Task to carry out
Report each line below that carries the word "function".

Material for this exercise
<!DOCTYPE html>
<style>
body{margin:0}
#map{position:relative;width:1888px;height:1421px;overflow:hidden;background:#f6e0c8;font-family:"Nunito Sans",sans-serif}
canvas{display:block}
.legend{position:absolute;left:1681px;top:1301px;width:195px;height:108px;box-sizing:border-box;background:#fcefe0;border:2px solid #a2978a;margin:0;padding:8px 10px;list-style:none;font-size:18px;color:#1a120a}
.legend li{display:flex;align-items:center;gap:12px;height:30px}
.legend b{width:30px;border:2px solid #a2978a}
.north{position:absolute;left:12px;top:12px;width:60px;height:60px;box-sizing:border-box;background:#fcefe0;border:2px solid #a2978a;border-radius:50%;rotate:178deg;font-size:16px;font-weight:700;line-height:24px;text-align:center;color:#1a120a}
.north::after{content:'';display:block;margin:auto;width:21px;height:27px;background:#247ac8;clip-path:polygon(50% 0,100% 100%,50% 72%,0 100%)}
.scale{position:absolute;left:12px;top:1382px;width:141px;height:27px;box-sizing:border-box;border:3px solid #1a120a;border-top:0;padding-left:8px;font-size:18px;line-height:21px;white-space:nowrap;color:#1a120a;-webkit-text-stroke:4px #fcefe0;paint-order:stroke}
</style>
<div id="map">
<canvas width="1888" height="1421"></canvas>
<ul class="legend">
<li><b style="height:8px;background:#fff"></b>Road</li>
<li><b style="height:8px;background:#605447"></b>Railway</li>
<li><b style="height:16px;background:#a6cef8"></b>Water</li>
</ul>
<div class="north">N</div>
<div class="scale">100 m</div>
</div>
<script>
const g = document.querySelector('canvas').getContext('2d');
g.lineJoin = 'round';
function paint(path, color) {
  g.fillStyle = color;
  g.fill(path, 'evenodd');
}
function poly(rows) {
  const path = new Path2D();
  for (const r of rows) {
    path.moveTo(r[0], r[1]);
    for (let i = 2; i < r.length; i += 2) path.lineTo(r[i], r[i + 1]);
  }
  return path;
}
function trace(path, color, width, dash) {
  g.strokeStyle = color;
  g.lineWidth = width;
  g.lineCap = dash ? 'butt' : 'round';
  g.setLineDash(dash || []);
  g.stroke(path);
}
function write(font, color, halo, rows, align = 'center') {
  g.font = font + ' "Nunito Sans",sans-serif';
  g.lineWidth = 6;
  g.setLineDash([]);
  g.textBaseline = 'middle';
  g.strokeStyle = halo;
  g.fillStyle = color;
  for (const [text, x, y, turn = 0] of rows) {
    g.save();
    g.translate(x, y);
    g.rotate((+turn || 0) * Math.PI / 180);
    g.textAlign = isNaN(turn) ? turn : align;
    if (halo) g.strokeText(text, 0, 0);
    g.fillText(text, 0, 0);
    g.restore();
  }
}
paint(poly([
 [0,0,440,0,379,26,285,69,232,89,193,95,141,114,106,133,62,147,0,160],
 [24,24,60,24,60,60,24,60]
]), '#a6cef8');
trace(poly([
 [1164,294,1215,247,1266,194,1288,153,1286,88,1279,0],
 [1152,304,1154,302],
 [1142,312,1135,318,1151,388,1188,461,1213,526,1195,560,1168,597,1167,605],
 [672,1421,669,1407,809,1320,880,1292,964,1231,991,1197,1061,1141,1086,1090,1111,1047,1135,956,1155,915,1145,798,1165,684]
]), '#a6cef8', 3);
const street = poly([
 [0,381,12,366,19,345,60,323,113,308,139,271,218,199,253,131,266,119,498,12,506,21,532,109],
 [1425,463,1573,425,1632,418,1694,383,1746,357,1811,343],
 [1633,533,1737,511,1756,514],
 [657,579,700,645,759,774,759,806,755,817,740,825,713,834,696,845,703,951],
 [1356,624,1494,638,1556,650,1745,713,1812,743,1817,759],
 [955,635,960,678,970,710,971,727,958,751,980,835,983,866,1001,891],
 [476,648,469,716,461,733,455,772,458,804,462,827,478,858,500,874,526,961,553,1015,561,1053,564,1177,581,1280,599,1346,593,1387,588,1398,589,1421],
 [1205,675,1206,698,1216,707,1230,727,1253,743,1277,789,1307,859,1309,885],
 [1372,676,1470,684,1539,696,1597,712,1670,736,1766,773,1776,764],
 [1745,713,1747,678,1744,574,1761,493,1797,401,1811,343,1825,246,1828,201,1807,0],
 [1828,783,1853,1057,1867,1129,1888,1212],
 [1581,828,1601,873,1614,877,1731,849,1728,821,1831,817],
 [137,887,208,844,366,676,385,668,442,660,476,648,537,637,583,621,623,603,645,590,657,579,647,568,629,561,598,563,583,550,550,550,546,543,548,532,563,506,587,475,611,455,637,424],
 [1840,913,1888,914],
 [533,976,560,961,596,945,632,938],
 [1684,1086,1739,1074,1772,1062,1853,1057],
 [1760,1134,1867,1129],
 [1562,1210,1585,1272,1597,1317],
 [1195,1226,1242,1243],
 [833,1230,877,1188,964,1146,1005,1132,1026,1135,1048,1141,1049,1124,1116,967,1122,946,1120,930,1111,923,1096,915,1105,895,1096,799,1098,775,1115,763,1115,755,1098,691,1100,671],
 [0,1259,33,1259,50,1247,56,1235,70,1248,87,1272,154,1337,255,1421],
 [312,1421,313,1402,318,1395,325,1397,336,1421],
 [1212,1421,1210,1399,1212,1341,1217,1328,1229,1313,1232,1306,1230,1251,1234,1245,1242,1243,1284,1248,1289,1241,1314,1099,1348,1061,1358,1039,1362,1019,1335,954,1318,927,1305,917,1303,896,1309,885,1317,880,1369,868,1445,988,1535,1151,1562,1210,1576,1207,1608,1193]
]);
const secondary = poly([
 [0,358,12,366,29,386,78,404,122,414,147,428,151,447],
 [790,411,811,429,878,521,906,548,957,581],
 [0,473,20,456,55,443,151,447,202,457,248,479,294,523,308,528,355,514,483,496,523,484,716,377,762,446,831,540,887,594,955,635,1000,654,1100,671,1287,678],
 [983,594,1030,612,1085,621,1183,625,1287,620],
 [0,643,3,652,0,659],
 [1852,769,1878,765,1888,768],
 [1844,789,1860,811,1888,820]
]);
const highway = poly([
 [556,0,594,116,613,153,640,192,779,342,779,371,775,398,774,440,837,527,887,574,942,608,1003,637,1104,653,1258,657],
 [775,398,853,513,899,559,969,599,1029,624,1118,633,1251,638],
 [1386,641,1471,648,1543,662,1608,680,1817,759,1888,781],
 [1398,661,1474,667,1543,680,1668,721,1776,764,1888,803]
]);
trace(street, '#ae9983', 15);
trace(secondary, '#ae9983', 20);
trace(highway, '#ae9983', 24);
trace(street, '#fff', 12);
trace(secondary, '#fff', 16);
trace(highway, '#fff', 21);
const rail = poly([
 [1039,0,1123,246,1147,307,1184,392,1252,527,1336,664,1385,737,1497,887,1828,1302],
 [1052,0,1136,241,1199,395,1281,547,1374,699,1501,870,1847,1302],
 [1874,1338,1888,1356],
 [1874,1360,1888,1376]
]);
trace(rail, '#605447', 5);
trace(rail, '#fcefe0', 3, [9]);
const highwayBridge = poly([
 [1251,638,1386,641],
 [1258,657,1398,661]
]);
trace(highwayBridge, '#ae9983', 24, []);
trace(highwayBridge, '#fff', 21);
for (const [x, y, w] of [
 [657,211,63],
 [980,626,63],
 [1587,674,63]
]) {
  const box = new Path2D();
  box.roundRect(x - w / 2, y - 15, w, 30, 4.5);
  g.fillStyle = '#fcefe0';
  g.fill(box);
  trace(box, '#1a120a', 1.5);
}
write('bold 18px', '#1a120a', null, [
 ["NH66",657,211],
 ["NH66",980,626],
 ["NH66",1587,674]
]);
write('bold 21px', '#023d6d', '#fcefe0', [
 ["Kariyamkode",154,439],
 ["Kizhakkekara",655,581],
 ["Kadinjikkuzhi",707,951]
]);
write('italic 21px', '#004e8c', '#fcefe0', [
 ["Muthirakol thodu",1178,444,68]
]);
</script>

Solution to this exercise
function paint(path, color) {
function poly(rows) {
function trace(path, color, width, dash) {
function write(font, color, halo, rows, align = 'center') {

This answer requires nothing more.